On the satellite imagery several factors indicated the possible severity of the storms:
- Cold U and cold ring shapes on the infrared imagery.
- Intense overshooting tops, gravity waves and above-anvil cirrus plume
- Presence of small ice crystals on the cloud tops.
The cold U and cold ring shapes can be clearly seen in the IR10.8 imagery, see the Meteosat-11 IR10.8 image at 17:40 UTC (Figure 4).
Confirmation of the severity of the systems also comes via the following precipitation products: the MPEF Multisensor Precipitation Estimate (MPE) and the NWCSAF Convective Rainfall Rate (CRR) product (Figure 5).
Both products suggested very intense rain events associated with observed system, where MPE in particular depicted some very localised areas of intense rainfall rates (more than 35 mm/h).
Cloud top features are even better seen in the higher resolution images of the polar orbiting satellites.
At 12:24 UTC (before the heavy rain hit Mallorca) overshooting tops, cold-U shapes and an over-anvil ice plume could be seen on the 750 m spatial resolution NPP/VIIRS Sandwich image (Figure 6). At that time the storm systems were south-west of the island.

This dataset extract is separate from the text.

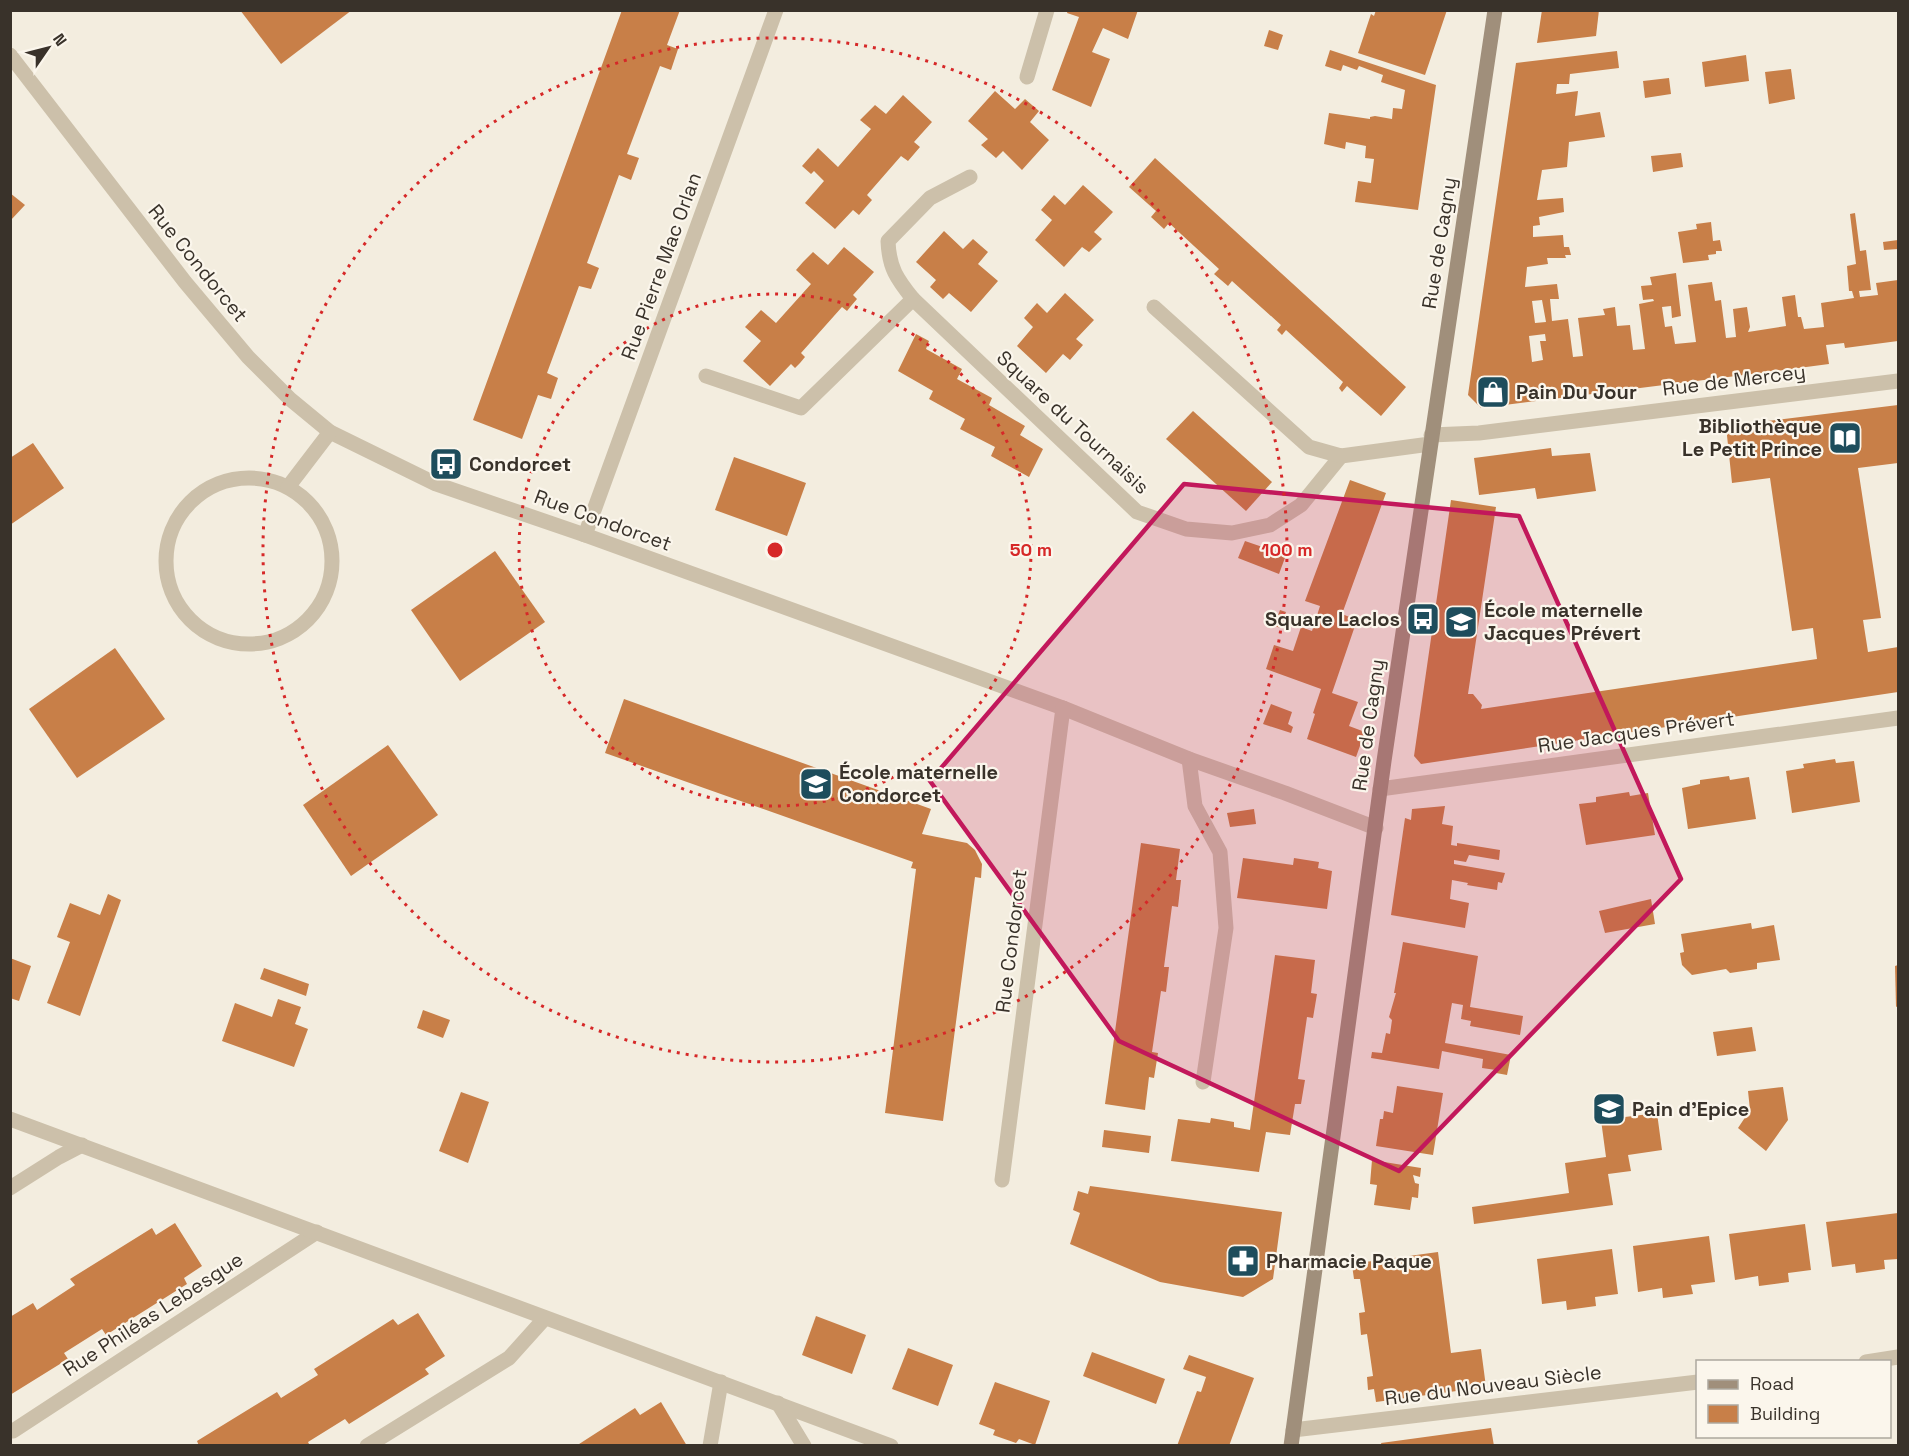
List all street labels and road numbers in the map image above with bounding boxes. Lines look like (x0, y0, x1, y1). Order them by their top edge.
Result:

The colour shades of the Suomi-NPP VIIRS Day Microphysics RGB (red-orange), Suomi-NPP VIIRS Cloud Phase RGB (bright cyan) and Metosat-11 SEVIRI Convection RGB (yellow) confirm the presence of small particles on the storm top (Figures 7, 8 and 9), associated with intense updraft activities.
On the NOAA-19 AVHRR Sandwich image (Figure 10) and Cloud RGB (Figure 11) from 15:11 UTC, the systems which dropped 233 mm of rain in Colònia de Sant Pere, can be clearly seen over the island.
Five hours later, around 20:00 UTC, Metop-A IR10.8 image (Figure 12) shows that the more severe systems had moved towards the north-east, away from the island.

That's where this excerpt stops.